▶ [Assignment]:
Show every line of the records below that contains the word "index".

── Information ──

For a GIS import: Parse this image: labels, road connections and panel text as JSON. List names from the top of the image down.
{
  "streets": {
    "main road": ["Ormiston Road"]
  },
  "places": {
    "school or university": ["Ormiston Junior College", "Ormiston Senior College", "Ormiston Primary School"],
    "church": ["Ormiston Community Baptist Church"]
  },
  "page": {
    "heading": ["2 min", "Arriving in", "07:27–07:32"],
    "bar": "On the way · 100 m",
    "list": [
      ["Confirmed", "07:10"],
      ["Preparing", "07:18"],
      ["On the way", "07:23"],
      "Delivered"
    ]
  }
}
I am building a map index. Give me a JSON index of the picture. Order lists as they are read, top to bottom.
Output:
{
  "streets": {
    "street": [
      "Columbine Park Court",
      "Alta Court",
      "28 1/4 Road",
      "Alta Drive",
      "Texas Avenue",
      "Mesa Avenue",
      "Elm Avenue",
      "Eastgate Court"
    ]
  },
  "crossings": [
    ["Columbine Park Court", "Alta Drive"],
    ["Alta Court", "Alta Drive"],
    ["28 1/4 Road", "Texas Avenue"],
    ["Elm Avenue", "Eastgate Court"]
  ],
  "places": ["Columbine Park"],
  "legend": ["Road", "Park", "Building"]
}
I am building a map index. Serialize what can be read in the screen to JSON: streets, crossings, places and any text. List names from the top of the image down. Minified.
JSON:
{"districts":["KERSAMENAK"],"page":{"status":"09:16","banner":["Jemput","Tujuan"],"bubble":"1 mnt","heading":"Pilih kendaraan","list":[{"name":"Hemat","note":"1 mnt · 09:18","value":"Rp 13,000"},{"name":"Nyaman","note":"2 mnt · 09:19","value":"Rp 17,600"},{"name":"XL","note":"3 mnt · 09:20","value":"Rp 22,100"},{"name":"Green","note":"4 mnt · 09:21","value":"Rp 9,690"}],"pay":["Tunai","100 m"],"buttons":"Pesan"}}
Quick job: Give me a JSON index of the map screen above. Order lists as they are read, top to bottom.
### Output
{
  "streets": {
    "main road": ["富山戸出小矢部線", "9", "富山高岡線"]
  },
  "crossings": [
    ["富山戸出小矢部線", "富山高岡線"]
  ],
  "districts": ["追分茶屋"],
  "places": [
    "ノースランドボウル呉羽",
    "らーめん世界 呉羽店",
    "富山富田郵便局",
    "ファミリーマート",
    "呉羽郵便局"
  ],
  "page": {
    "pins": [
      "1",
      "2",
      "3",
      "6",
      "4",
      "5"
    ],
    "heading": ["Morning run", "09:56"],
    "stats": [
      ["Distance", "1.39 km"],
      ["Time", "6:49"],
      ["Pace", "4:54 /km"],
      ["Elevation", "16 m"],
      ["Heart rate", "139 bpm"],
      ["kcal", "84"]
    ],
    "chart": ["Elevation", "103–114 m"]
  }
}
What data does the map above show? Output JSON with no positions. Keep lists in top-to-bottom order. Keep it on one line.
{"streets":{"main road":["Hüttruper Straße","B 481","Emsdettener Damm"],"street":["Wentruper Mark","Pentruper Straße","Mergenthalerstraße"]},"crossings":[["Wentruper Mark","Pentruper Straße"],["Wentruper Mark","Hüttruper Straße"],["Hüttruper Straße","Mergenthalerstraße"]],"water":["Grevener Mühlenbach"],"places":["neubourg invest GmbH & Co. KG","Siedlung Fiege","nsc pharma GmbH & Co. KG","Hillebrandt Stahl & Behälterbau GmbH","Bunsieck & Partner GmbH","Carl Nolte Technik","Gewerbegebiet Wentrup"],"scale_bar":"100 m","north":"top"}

───

▶ [Solution to this exercise]:
I am building a map index. Give me a JSON index of the picture. Order lists as they are read, top to bottom.
I am building a map index. Serialize what can be read in the screen to JSON: streets, crossings, places and any text. List names from the top of the image down. Minified.
Quick job: Give me a JSON index of the map screen above. Order lists as they are read, top to bottom.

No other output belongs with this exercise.